▸ **EXERCISE DIRECTIONS**
Exact transcription of the data below is required, without the images.

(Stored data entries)
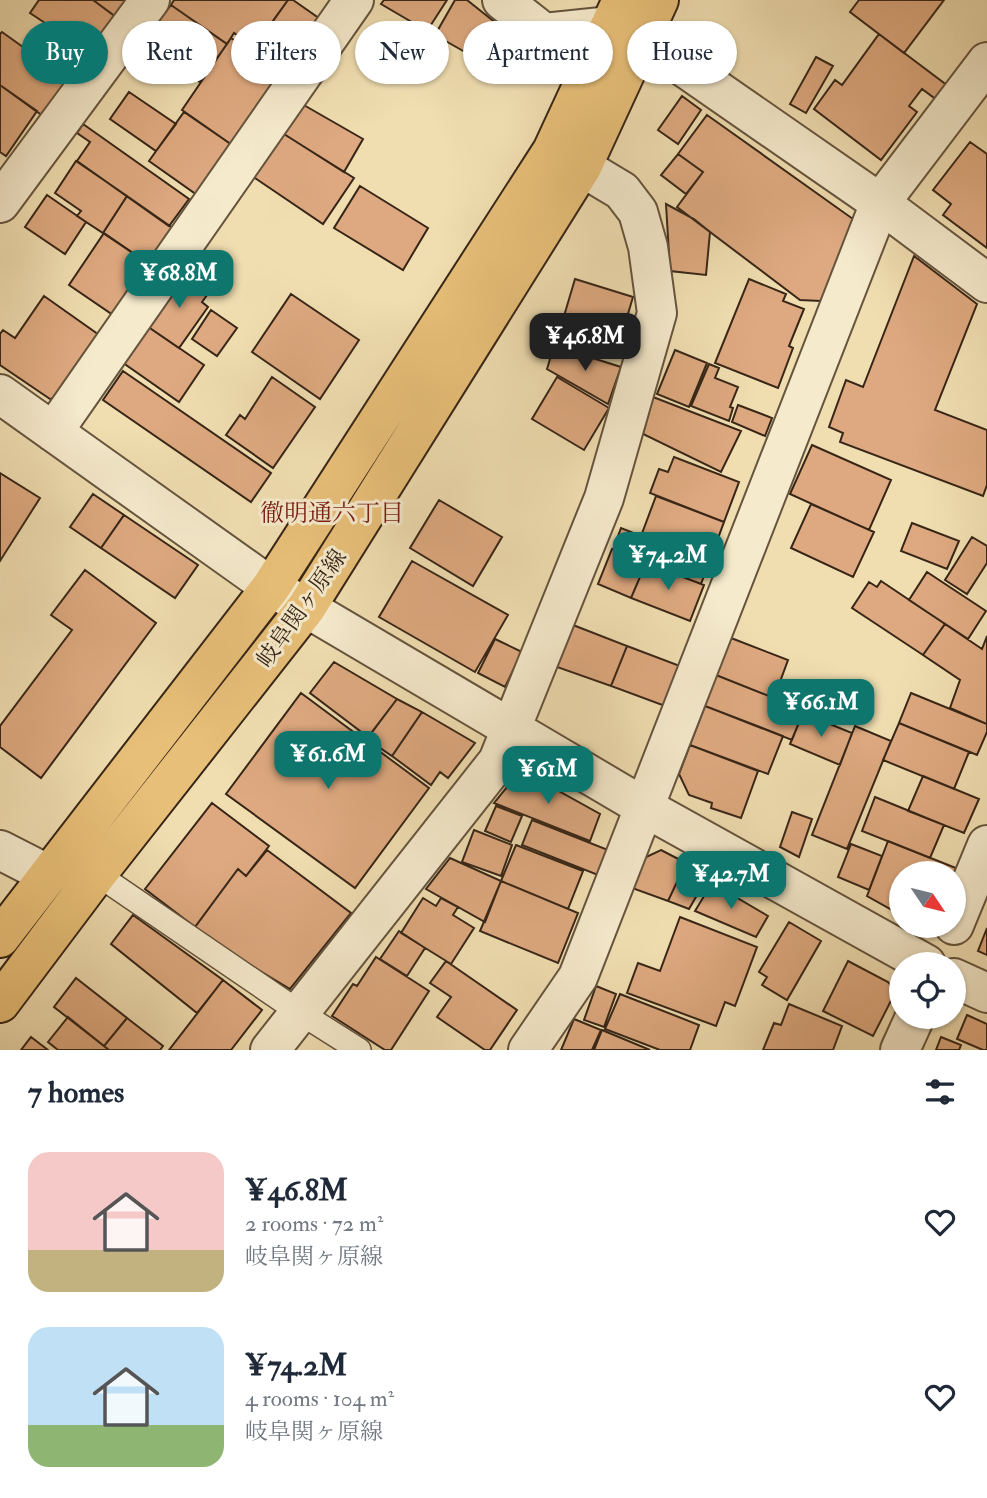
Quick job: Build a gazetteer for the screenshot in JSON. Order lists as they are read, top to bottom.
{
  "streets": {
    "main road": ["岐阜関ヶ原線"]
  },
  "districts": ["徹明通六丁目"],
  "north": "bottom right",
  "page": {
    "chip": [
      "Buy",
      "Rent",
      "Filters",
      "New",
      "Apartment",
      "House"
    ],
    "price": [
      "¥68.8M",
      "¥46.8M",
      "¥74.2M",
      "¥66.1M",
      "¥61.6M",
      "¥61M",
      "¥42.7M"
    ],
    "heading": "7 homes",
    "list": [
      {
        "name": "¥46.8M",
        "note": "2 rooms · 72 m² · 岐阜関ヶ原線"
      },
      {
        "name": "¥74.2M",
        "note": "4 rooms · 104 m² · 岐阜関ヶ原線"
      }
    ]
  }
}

▸ **EXERCISE OUTPUT**
Quick job: Build a gazetteer for the screenshot in JSON. Order lists as they are read, top to bottom.
{
  "streets": {
    "main road": ["岐阜関ヶ原線"]
  },
  "districts": ["徹明通六丁目"],
  "north": "bottom right",
  "page": {
    "chip": [
      "Buy",
      "Rent",
      "Filters",
      "New",
      "Apartment",
      "House"
    ],
    "price": [
      "¥68.8M",
      "¥46.8M",
      "¥74.2M",
      "¥66.1M",
      "¥61.6M",
      "¥61M",
      "¥42.7M"
    ],
    "heading": "7 homes",
    "list": [
      {
        "name": "¥46.8M",
        "note": "2 rooms · 72 m² · 岐阜関ヶ原線"
      },
      {
        "name": "¥74.2M",
        "note": "4 rooms · 104 m² · 岐阜関ヶ原線"
      }
    ]
  }
}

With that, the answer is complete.